Le port est situé près du quarante et unième parallèle, faisant presque face au nord-est, à mi-chemin entre Won-san et Vladivostok. Le vent qui domine, hiver comme été, souffle du sud-ouest. C’est seulement dans les moments de troubles atmosphériques, peu fréquents dans ces parages, qu’un vent du nord-est rend le mouillage peu sûr, et force les navires à changer leurs amarres et à se porter à l’extrémité nord-est de la baie, où la pointe de Sarako leur offre un abri. À deux cents mètres du rivage, on a cinq brasses d’eau. La hauteur des grandes marées est d’environ deux pieds. Il n’existe aucun obstacle à la construction d’un débarcadère et d’un port.
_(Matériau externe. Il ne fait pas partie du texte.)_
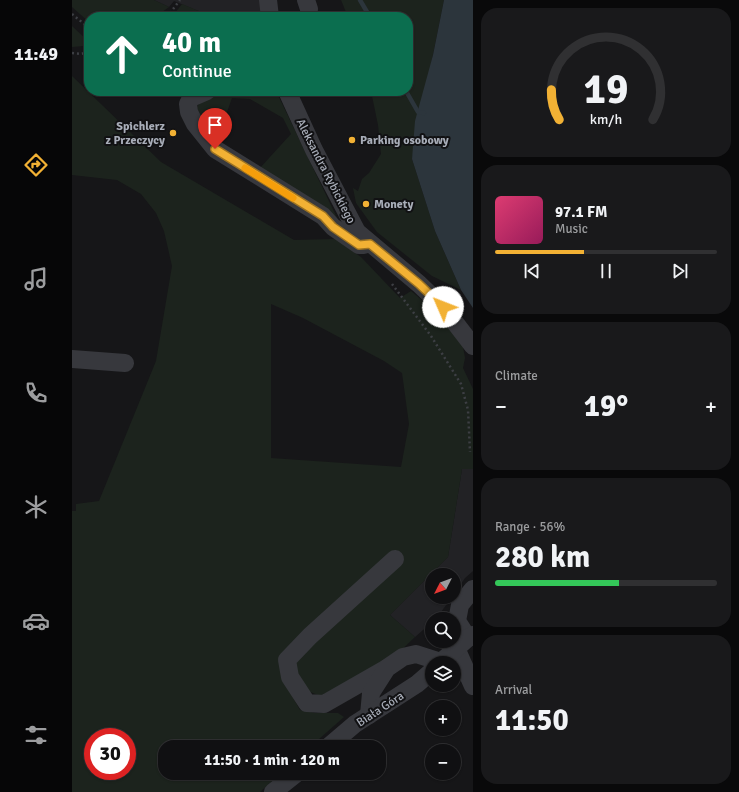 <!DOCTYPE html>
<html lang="en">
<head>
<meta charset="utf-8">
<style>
	body { margin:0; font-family:Signika,sans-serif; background:#19191b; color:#f1f3f6; height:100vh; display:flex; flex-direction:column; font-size:15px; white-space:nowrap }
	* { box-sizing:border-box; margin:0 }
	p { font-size:13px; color:#9c9d9f }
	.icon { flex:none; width:22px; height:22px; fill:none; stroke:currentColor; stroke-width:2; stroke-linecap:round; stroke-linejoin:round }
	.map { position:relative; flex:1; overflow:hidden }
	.drawer { display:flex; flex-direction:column; gap:8px; padding:8px; background:#09090a; width:266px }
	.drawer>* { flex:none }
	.banner { position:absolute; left:12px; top:12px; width:329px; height:84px; border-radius:16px; box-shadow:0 1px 3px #0004,0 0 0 1px #303032; background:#0b6e4f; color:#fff; overflow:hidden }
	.needle { width:26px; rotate:228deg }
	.tools { position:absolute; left:353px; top:568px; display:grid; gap:8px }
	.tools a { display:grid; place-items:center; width:36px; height:36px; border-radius:50%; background:#101012; box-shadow:0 1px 3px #0004,0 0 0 1px #303032; font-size:20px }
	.speed { position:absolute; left:12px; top:728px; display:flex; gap:8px; font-size:20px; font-weight:700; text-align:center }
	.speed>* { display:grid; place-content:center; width:52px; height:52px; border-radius:50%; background:#101012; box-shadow:0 1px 3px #0004,0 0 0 1px #303032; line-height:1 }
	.speed .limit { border:6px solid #d22; background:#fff; color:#111 }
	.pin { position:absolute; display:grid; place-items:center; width:34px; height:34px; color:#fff; margin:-41px -17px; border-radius:50% 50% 50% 0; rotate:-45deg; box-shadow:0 0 4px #0007 }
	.pin .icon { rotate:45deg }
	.me { position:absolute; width:44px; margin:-22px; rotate:314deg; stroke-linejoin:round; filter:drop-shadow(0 0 3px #0008) }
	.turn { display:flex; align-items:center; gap:14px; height:84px; padding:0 12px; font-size:18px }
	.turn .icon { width:52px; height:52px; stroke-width:2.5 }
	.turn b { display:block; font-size:28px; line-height:34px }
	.big { font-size:30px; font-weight:700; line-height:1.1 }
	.drawer .tile { flex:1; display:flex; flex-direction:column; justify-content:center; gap:6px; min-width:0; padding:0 14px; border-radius:16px; background:#19191b }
	.drawer .dial { align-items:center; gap:0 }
	.dial svg { height:104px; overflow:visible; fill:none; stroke:#303032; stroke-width:7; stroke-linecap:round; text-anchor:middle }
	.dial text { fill:#f1f3f6; stroke:none }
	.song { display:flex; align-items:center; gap:12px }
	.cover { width:48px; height:48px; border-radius:6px; background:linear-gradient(135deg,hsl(340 70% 55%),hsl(330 70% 35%)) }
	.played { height:4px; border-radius:2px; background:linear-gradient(90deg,#f2b134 40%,#303032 40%) }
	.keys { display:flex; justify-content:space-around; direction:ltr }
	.heat { display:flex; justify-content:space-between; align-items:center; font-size:22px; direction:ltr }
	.charge { height:6px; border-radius:3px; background:linear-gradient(90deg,#34c759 56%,#303032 0) }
	.trip { position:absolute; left:86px; top:740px; width:228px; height:40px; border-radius:16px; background:#101012; box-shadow:0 1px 3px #0004,0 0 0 1px #303032; font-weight:700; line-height:40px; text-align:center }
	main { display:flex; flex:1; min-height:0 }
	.tabs { display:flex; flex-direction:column; width:72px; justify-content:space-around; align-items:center; background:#060607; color:#9c9d9f }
	.tabs .icon { width:28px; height:28px }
	.tabs .on { color:#f2b134 }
	.tabs b { font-size:18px; color:#f1f3f6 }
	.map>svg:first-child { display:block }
</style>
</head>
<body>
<main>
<nav class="tabs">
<b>11:49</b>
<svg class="icon on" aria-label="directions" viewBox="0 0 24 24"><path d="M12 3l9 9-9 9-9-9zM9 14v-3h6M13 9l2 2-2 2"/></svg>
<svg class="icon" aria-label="music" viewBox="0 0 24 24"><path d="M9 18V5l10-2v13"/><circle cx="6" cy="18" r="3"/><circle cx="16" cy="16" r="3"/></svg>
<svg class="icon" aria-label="phone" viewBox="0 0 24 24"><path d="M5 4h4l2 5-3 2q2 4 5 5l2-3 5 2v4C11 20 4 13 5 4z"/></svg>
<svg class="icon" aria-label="climate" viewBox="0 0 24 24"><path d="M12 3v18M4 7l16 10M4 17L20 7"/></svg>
<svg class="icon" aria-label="car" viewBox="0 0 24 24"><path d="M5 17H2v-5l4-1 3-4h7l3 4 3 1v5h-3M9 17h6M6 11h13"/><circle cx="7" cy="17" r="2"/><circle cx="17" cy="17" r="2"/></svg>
<svg class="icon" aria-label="filters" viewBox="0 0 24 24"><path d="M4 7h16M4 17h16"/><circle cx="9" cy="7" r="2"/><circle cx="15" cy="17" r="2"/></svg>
</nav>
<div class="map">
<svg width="401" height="792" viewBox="0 0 401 792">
	<rect width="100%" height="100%" fill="#161618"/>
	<!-- built -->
	<g fill="#222225">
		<path d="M82 0H188L190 17H141L102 1 97 7Z"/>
		<path d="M390 469H401V571L393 578 382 594V575H360V597H380L366 616 363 619H360V622L343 637 318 615 376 557Z"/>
	</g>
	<!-- green -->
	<g fill="#1c231d" fill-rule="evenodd">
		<path d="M0 0H82L97 7 83 17H17V22L0 7Z"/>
		<path d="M269 0H372L340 159 363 231 389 290 360 276 305 232 284 203 281 188 286 191 290 179 297 173 309 154 306 125 299 91H336V17H276Z"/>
		<path d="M110 4 141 17H100Z"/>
		<path d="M0 26 16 41 11 46 0 47Z"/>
		<path d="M0 76 89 162 222 240 263 239 289 257 328 298 339 291 364 312 391 347 393 358 391 368 401 389V469H390L376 557 318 615 343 637 319 660 248 696 229 688 216 689 228 710 243 713H266L272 717 238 747H93V773H209L188 792H0V511H4V504L27 501 84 361 100 266 92 231 84 213 69 194 45 180 0 175ZM199 304 231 318 312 361 330 373 337 424 329 467 199 458ZM21 737H55V771H21Z"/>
		<path d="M158 91H204L267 222 187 169 219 134 211 118 178 99 160 98 144 143 125 108C128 97 148 94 158 91Z"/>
	</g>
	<!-- water -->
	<path fill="#2c353c" d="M372 0H401V308L389 290 363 231 340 159 343 121 361 55Z"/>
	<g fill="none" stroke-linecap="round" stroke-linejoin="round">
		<!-- stream -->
		<g stroke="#2c353c" stroke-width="4.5">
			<path d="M288 0 298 17"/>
			<path d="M334 91 346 112 352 113"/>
		</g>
		<!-- path -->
		<g stroke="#3d3f44" stroke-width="2.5" stroke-dasharray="2 3" stroke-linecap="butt">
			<path d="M0 14 17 28"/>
			<path d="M95 17 108 0"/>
			<path d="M0 53 9 54 17 52"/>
			<path d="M320 284 359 336 389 384 396 410 398 452"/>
		</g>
		<!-- minor -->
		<g stroke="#37383d" stroke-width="18">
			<path d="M196 0 198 17"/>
			<path d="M234 0 237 9"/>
			<path d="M135 91 119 98 116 104 117 112 123 124 143 149 251 216 261 227 287 245H292"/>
			<path d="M215 91 242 150 285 232 347 284 371 307 401 346"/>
			<path d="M0 359 53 363"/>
			<path d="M396 638 385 621 388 605 401 589"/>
			<path d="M384 648 401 686"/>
			<path d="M368 663 396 638 401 635"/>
			<path d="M315 668 252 704 235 703 218 677 215 660 238 636 323 559"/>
			<path d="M297 715 299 693 315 668 331 657 344 654 369 662"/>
			<path d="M256 747 283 724 345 684 360 671"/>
			<path d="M201 792 225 773"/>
		</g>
	</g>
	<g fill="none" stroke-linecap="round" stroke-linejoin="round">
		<!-- route casing -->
		<g stroke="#9d7322" stroke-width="10">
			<path id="route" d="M143 149 251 216 261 227 287 245 298 244 347 284 371 307"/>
		</g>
		<!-- route -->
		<use href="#route" stroke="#f2b134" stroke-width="7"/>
		<!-- slow -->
		<path stroke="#f59e0b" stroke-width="7" d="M173 168 221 198"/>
	</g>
	<!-- markers -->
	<g fill="#f2b134" stroke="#111113" stroke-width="1.5">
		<circle cx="101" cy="133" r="4"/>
		<circle cx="280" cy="140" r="4"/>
		<circle cx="294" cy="204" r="4"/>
	</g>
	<g text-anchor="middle" stroke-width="4" stroke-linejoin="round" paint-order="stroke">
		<!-- poi labels -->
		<g font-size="12" font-weight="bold" fill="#a8adb8" stroke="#111113" text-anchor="start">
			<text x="93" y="130" text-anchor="end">Spichlerz<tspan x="93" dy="14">z Przeczycy</tspan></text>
			<text x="288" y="144">Parking osobowy</text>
			<text x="302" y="208">Monety</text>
		</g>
		<!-- street labels -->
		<g font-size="12" fill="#a8adb8" stroke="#111113">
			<text transform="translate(254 171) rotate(63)" y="4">Aleksandra Rybickiego</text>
			<text transform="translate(308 709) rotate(-33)" y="4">Biała Góra</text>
		</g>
	</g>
</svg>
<div class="tools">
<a><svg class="needle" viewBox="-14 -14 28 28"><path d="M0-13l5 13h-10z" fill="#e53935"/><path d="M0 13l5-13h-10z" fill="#9c9d9f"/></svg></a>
<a><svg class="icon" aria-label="search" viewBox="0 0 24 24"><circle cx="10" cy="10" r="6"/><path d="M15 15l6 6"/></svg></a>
<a><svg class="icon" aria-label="layers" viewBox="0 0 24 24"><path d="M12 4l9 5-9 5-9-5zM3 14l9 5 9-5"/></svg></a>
<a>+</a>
<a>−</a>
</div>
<div class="speed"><div class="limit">30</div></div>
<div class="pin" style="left:143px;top:149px;background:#d93025"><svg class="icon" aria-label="arrive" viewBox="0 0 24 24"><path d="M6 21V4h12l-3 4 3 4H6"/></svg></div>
<svg class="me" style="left:371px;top:307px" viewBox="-20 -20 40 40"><circle r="19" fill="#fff"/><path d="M0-13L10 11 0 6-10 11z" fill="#f2b134"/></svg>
<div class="trip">11:50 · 1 min · 120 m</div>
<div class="banner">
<div class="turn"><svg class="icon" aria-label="ahead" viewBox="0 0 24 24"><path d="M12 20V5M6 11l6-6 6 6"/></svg><div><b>40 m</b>Continue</div></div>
</div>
</div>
<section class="drawer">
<div class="tile dial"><svg viewBox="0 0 100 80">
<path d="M14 69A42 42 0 1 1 86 69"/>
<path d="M14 69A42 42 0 0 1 8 46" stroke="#f2b134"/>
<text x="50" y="56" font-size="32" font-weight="700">19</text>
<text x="50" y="72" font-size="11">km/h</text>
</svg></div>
<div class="tile">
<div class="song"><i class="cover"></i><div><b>97.1 FM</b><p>Music</p></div></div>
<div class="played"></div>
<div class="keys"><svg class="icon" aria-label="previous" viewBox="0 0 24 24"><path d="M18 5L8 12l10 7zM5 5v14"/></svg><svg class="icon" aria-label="pause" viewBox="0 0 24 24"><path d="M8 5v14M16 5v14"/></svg><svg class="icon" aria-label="next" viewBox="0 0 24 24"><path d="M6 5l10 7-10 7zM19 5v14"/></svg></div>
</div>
<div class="tile"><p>Climate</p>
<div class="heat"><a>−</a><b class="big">19°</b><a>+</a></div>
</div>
<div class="tile"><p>Range · 56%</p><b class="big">280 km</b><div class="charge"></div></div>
<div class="tile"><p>Arrival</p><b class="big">11:50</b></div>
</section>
</main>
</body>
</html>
Quand le port fut ouvert, la ville indigène se composait de quelques huttes. Depuis, on a bâti environ 250 maisons, et d’autres sont en construction. Il est probable que, dans un court laps de temps, Syong-chin supplantera la ville voisine de Im-myong, comme marché. La colonie étrangère est représentée par un consul japonais et son personnel, une force de police et des employés de poste, un maître d’école, un expéditeur et des ouvriers, tous Japonais. Un médecin anglais, appartenant a la Mission canadienne, y réside avec sa famille. La seule maison étrangère construite dans les limites de la colonie est celle occupée par le consul japonais.